Offers an interactive movie, to explore how the different types of audio react to an absolute Pause and/or to a Pausing point. Short textual description of the 4 audio types.
Why?
I have been writing quite a few posts about the Timeline, and maybe you also viewed the interactive presentation for which I posted a link in this article. At that moment it was not possible to include a published Captivate file in a blog post here, as I could in my personal blog. This feature is now available, and I wanted to try it out with another interactive movie. You are welcome to play with it, it is rescalable HTML output. Give feedback to the portal developers (maybe also to me?).
Audio types
The way different types of audio react to an absolute Pause of the timeline, and to a Pausing point (slide related or related to an interactive object) is probably the most difficult to understand. Audio can be played in Captivate in 4 ways:
- Background audio: is the most insenstive to pausing. It can only be paused by the Pause button on a default playbar. It cannot be paused by a custom Pause button or the command Pause, and also never by a pausing point. The project in the movie has no background audio (find it distracting for most eLearning courses).
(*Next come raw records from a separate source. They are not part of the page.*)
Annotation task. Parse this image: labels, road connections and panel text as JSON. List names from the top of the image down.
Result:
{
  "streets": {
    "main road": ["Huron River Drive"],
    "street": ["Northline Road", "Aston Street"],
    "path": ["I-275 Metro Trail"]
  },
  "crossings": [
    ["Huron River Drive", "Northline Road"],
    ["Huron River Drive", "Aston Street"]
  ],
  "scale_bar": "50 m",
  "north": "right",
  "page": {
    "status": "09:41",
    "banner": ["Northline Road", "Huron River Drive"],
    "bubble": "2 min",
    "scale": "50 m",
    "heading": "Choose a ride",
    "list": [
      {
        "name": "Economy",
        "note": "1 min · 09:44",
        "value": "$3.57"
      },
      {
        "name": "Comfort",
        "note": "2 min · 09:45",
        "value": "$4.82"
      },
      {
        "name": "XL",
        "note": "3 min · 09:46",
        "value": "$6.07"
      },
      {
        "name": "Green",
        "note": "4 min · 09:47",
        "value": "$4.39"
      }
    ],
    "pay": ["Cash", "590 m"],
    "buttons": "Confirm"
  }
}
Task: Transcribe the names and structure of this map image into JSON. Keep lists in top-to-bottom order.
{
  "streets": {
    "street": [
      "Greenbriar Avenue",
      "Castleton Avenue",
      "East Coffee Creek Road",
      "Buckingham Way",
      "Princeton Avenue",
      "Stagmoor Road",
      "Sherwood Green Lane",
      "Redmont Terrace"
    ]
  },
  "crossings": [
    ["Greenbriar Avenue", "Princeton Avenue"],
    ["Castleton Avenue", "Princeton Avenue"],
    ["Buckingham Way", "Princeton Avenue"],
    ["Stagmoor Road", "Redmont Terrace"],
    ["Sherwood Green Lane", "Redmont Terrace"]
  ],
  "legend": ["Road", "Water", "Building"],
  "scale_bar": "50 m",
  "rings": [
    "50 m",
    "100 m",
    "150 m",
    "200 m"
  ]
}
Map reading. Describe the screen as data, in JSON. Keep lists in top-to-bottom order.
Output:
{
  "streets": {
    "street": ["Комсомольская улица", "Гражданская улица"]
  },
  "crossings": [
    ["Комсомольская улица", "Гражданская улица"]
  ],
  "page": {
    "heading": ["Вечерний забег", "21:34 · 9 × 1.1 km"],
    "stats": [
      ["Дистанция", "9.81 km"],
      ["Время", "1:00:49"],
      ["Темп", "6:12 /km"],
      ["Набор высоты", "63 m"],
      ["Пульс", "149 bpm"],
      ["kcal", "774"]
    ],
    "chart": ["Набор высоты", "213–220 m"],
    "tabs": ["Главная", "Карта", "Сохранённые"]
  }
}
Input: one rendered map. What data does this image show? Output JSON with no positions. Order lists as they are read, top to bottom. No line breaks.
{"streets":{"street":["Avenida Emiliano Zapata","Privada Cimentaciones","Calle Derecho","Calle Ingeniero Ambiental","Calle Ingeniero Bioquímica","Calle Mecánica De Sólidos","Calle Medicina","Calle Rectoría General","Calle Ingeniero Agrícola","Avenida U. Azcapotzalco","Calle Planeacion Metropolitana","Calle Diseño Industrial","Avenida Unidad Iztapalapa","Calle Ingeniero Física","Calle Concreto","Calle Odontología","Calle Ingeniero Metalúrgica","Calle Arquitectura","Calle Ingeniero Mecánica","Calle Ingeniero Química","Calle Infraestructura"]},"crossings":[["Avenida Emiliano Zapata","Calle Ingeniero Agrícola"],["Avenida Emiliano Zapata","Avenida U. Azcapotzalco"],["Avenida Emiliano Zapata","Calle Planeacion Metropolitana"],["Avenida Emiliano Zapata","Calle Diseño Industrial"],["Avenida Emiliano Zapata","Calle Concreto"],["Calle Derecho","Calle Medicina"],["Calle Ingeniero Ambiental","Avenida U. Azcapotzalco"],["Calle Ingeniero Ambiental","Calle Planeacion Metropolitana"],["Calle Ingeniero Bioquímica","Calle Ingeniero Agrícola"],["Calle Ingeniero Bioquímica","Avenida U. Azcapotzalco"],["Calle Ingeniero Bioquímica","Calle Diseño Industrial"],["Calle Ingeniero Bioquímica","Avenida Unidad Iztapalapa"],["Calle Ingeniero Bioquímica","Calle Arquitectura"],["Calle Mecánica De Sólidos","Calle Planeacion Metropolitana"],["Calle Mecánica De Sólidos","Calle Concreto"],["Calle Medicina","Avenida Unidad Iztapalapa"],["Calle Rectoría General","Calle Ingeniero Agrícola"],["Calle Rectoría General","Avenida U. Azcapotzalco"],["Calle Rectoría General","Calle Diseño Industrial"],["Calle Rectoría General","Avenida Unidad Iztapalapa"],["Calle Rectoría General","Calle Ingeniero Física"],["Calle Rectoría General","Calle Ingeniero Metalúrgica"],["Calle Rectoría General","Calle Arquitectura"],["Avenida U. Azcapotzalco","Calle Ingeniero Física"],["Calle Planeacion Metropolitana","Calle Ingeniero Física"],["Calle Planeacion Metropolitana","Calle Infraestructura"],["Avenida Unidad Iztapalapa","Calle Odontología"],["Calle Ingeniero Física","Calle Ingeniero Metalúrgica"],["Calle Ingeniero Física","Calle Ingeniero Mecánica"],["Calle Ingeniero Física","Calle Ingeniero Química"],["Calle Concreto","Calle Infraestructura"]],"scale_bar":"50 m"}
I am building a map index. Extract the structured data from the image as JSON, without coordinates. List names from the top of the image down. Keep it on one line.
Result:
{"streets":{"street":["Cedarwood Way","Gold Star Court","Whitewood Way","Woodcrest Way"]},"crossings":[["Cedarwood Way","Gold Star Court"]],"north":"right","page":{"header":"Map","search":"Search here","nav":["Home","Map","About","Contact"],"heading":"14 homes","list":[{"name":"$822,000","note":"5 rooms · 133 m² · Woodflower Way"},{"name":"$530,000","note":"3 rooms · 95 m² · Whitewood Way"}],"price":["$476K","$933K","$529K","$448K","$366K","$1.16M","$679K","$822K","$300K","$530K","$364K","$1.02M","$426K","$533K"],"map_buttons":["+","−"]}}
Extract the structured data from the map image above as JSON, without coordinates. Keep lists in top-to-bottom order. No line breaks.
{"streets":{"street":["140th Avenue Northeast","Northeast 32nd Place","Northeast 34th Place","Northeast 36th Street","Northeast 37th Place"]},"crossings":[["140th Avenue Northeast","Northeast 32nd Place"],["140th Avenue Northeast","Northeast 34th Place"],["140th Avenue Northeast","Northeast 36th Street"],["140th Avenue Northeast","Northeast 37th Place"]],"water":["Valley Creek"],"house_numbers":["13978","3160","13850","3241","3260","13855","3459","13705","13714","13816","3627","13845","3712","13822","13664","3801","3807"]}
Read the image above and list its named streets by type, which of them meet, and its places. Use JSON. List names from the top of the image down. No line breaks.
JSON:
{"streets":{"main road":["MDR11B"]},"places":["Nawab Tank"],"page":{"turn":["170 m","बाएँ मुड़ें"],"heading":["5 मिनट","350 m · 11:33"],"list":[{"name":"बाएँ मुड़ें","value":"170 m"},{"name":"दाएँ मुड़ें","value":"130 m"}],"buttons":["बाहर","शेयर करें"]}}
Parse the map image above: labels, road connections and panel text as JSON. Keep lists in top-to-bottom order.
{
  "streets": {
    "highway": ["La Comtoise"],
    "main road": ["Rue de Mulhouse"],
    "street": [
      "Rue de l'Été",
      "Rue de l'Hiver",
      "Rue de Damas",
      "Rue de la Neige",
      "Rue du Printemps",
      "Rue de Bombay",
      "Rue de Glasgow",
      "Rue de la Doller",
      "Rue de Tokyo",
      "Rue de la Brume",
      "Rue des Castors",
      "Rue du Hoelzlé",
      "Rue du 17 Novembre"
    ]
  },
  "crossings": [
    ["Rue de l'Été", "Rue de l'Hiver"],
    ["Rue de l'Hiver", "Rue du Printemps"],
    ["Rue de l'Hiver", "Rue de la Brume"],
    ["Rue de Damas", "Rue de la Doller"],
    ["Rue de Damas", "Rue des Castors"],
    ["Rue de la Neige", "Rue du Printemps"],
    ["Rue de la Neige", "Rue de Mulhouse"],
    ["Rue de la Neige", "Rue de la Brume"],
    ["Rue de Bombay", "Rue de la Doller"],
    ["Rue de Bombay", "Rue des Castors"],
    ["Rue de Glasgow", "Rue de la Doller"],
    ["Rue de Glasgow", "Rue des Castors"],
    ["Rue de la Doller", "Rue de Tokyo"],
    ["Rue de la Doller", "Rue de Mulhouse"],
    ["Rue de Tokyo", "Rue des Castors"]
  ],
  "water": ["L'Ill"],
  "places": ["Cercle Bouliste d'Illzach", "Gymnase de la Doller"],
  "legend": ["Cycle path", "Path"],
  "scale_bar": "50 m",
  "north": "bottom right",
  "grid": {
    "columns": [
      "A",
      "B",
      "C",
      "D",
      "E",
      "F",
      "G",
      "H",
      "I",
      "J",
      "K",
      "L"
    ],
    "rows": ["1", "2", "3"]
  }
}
- Slide audio: is synchronized with the slide timeline (which is the reason why the CC feature only works for slide audio). It will be paused by an absolute Pause, possible with the Pause command, the Pause button on the playbar or a custom Pause button. However the situation is totally different for a Pausing point. It is not paused by default by the pausing point of an interactive object, but can be paused by checking the option ‘Stop Slide Audio’ in the Options tab. However pausing points linked to slides (question slide, score slide, D&D slide) or interactive learning interactions (like the games) will never stop slide audio.
- Object audio: is audio attached to an object. It can be paused by an absolute Pause, but there is no way to do this with any Pausing Point. These three types of audio can be managed in the Audio Management dialog box as you’ll see at the end of the movie.
- The most recent way to play Audio is using the Play Audio command as standalone (simple) action or in an advanced/shared action. This type of audio can NOT be paused at all, not by an absolute Pause, not by a Pausing point. It can only be paused by the command Stop Triggered Audio. Contrary to what most users think, you don’t need to launch that command to allow playing another audio clip with Play Audio. When a new clip is launched, the first one will be stopped automatically.